▸ **SUPPLIED DATA**

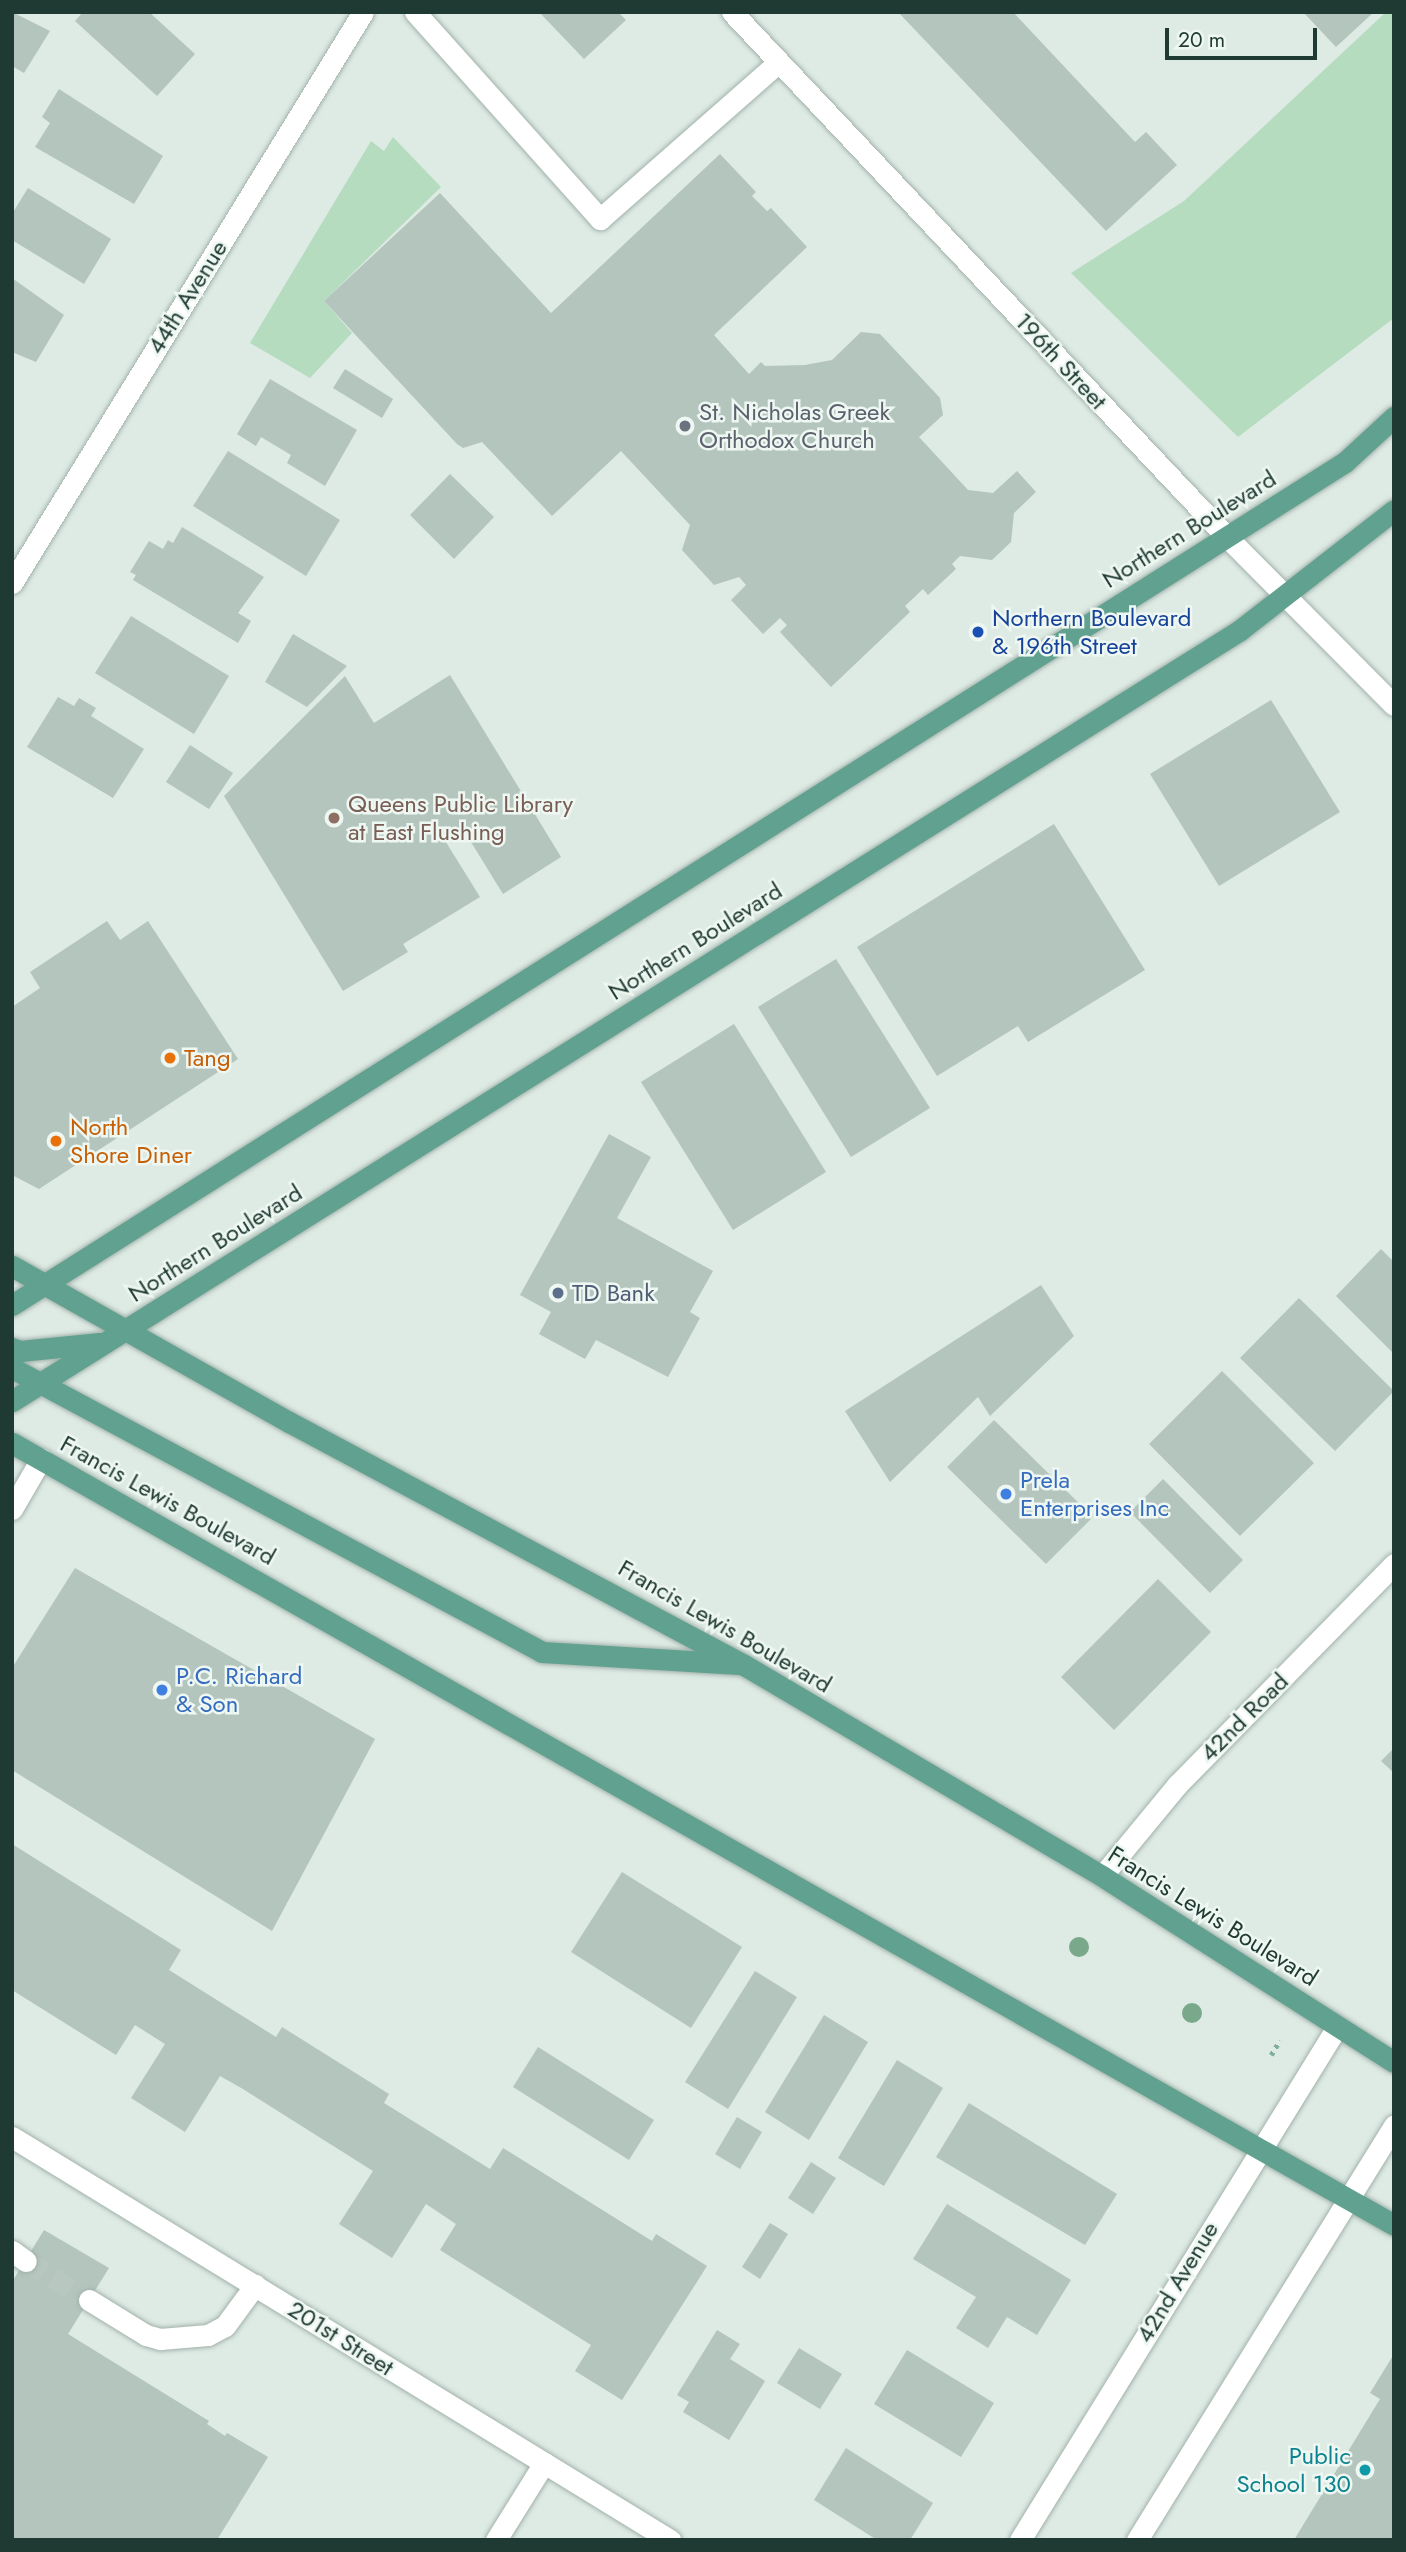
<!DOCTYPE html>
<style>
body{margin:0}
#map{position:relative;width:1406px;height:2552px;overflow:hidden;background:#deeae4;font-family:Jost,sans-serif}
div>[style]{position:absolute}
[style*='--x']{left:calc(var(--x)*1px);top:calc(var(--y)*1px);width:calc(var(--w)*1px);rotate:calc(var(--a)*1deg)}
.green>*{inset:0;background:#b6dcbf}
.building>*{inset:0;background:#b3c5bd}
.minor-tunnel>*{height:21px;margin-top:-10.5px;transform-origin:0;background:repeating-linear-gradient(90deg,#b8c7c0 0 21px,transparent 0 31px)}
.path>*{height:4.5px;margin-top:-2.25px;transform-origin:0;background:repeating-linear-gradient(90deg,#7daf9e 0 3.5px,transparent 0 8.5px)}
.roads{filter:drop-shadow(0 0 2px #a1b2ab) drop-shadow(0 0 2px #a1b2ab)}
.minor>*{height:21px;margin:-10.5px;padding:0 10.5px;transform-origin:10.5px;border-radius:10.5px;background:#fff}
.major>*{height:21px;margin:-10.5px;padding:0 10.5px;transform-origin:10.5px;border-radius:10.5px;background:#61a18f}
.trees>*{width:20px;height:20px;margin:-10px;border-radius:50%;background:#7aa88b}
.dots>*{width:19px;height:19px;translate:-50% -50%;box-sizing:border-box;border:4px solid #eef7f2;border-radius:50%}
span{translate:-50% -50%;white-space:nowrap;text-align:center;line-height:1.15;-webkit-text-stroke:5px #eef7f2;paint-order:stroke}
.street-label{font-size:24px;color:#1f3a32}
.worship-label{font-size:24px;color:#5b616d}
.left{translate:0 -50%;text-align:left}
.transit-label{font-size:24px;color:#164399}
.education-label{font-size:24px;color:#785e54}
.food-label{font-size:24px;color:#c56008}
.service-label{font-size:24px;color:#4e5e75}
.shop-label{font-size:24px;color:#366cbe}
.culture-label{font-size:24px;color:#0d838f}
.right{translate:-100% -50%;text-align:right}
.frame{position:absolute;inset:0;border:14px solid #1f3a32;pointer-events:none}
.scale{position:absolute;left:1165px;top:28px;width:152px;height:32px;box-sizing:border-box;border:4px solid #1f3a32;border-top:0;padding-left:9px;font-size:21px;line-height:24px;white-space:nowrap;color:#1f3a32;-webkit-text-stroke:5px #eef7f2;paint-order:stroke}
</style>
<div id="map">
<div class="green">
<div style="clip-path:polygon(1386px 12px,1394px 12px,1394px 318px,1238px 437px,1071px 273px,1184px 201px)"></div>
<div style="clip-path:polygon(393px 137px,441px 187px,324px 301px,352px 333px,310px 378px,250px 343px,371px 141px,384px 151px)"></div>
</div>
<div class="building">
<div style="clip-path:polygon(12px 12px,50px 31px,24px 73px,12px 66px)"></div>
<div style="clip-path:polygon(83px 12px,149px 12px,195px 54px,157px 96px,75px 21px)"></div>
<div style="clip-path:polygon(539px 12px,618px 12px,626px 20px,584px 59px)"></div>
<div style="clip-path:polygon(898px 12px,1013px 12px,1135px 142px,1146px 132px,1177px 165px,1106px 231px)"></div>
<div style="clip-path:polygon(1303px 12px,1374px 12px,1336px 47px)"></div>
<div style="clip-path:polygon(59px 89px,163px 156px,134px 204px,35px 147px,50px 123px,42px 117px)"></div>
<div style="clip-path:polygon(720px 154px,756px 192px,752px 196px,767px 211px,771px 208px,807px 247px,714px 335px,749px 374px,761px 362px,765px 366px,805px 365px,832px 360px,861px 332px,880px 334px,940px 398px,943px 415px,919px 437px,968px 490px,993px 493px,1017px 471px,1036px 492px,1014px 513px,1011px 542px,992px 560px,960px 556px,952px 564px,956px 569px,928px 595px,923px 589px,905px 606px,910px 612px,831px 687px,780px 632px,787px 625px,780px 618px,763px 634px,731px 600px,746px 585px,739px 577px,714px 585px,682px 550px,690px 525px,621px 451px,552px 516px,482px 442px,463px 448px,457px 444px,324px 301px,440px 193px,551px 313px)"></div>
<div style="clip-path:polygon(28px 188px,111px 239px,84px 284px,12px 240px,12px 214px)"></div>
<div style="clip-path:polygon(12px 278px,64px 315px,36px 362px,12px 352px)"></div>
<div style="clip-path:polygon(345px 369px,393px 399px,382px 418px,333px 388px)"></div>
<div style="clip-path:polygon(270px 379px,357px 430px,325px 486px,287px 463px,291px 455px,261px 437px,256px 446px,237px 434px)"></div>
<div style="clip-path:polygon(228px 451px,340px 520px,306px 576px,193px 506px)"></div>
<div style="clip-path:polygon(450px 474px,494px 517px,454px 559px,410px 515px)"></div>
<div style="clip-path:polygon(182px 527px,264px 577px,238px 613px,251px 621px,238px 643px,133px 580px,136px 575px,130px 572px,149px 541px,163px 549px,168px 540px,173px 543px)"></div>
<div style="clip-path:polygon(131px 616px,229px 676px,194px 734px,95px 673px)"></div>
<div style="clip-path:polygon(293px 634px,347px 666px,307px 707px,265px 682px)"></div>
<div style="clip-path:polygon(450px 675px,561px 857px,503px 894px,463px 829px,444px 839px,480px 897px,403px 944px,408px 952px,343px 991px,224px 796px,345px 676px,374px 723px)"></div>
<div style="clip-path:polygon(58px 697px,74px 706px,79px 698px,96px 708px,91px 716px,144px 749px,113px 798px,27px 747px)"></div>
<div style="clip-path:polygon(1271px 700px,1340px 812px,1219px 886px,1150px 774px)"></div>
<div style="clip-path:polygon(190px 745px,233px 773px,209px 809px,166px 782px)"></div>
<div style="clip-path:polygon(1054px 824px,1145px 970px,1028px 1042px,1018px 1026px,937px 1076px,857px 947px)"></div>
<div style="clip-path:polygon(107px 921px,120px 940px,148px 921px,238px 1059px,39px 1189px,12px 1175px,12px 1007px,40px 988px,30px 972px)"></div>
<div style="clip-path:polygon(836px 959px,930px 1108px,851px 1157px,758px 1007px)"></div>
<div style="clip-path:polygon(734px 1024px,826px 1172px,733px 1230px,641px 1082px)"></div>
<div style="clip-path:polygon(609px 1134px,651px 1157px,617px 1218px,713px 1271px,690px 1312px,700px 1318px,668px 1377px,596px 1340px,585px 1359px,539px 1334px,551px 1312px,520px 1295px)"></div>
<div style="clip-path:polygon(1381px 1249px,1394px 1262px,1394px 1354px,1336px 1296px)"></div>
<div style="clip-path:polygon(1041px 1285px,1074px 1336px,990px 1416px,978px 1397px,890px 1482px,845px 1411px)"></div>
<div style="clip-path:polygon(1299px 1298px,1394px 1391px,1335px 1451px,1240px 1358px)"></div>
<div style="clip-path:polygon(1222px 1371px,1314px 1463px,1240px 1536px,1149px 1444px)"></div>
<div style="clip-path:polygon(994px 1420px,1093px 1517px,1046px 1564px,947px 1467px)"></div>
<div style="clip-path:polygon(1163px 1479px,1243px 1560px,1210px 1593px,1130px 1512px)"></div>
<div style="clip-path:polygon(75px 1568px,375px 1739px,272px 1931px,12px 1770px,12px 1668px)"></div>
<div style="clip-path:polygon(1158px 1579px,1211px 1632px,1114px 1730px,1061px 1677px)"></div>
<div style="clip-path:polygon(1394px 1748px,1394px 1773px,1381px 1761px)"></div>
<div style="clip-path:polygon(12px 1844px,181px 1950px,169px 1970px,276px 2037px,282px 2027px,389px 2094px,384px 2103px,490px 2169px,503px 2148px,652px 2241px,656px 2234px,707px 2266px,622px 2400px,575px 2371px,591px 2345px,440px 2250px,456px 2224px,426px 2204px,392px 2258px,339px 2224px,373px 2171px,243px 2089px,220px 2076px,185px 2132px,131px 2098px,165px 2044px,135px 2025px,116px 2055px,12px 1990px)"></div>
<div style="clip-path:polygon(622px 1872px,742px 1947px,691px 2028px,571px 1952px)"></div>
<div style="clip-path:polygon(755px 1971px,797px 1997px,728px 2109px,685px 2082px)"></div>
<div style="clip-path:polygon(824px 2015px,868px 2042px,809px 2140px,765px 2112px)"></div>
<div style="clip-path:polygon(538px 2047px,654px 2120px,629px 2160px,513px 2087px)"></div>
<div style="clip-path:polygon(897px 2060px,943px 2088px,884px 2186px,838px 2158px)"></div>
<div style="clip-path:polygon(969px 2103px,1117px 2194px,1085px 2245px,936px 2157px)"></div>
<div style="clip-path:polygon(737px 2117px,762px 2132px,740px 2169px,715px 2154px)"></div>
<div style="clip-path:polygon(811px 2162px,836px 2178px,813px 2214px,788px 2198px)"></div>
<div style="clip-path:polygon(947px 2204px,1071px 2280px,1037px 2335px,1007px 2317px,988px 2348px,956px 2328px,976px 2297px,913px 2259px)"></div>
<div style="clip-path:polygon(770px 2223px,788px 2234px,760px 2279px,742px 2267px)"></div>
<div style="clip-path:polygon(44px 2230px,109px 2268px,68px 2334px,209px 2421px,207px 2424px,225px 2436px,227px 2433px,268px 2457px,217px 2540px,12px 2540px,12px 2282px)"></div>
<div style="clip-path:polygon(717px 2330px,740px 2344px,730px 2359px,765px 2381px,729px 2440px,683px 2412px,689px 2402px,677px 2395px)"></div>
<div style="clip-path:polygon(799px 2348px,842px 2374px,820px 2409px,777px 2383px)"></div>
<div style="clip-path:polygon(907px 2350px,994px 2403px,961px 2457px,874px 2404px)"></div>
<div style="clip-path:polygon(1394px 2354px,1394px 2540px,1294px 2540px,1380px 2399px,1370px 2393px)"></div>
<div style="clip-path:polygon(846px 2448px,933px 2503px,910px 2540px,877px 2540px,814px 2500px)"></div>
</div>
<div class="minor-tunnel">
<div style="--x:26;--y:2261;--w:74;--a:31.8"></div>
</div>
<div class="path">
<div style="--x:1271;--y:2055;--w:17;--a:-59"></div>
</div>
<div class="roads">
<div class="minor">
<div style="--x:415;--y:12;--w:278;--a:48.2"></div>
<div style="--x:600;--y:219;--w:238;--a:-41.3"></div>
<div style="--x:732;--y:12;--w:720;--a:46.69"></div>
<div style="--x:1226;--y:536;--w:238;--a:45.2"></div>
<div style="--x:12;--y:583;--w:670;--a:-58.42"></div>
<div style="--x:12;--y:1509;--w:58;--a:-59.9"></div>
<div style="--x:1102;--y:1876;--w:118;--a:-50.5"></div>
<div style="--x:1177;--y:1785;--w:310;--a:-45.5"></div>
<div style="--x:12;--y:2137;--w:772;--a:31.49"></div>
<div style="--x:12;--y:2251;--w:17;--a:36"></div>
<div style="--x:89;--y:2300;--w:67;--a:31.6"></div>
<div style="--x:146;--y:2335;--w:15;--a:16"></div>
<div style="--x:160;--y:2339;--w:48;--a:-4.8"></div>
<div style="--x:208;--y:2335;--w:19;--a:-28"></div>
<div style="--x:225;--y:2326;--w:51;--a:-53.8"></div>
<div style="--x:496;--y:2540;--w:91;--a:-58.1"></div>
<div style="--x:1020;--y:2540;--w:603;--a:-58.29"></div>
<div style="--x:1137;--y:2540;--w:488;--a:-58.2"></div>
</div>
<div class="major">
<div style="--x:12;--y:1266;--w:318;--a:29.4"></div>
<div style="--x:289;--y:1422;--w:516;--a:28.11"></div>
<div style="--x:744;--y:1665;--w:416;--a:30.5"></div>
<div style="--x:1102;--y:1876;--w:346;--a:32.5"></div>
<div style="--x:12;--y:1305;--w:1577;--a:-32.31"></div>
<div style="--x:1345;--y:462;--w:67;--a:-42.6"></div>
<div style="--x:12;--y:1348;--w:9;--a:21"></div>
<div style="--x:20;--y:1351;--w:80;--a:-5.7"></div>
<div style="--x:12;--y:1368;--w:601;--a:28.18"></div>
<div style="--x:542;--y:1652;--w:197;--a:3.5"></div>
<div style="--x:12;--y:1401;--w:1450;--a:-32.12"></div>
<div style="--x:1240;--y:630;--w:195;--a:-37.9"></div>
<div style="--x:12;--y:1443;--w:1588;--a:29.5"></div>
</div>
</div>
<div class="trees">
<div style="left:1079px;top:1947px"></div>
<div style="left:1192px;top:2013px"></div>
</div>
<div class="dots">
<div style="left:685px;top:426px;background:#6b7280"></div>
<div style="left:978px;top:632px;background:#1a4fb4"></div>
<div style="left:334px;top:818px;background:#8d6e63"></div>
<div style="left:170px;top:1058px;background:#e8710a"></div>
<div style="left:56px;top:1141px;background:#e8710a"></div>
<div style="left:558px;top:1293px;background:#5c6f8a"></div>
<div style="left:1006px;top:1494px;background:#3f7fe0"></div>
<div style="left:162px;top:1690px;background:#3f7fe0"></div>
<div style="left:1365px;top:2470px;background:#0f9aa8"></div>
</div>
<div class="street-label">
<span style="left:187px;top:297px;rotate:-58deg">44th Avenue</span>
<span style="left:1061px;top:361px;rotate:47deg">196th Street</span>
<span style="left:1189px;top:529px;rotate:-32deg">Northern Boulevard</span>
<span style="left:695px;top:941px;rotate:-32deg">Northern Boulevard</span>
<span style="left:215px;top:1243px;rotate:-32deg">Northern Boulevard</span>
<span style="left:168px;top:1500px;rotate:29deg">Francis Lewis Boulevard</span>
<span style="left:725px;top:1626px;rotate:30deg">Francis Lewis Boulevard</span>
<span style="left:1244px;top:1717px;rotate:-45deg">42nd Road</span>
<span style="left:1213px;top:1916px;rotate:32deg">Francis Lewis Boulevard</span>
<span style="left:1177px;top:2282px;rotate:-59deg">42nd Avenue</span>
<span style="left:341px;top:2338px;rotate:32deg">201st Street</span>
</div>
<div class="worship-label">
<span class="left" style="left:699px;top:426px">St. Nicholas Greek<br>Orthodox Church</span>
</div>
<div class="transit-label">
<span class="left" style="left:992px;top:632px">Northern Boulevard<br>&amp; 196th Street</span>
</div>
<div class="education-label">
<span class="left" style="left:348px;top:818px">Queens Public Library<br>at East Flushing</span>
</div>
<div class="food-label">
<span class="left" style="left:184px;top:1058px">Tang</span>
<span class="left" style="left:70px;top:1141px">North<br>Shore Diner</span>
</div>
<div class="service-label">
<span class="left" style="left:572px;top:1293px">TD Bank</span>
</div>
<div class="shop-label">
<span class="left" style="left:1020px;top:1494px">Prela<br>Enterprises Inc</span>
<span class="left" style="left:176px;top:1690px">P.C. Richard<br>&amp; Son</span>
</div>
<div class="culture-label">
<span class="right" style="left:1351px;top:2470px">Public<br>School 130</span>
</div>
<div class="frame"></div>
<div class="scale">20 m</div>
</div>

▸ **YOUR ASSIGNMENT**
Starting at the line that contains "Boulevard<br>&amp; 196th Street</span>", copy each line through the last one in the records, exactly, and output nothing else.

▸ **THE ANSWER**
<span class="left" style="left:992px;top:632px">Northern Boulevard<br>&amp; 196th Street</span>
</div>
<div class="education-label">
<span class="left" style="left:348px;top:818px">Queens Public Library<br>at East Flushing</span>
</div>
<div class="food-label">
<span class="left" style="left:184px;top:1058px">Tang</span>
<span class="left" style="left:70px;top:1141px">North<br>Shore Diner</span>
</div>
<div class="service-label">
<span class="left" style="left:572px;top:1293px">TD Bank</span>
</div>
<div class="shop-label">
<span class="left" style="left:1020px;top:1494px">Prela<br>Enterprises Inc</span>
<span class="left" style="left:176px;top:1690px">P.C. Richard<br>&amp; Son</span>
</div>
<div class="culture-label">
<span class="right" style="left:1351px;top:2470px">Public<br>School 130</span>
</div>
<div class="frame"></div>
<div class="scale">20 m</div>
</div>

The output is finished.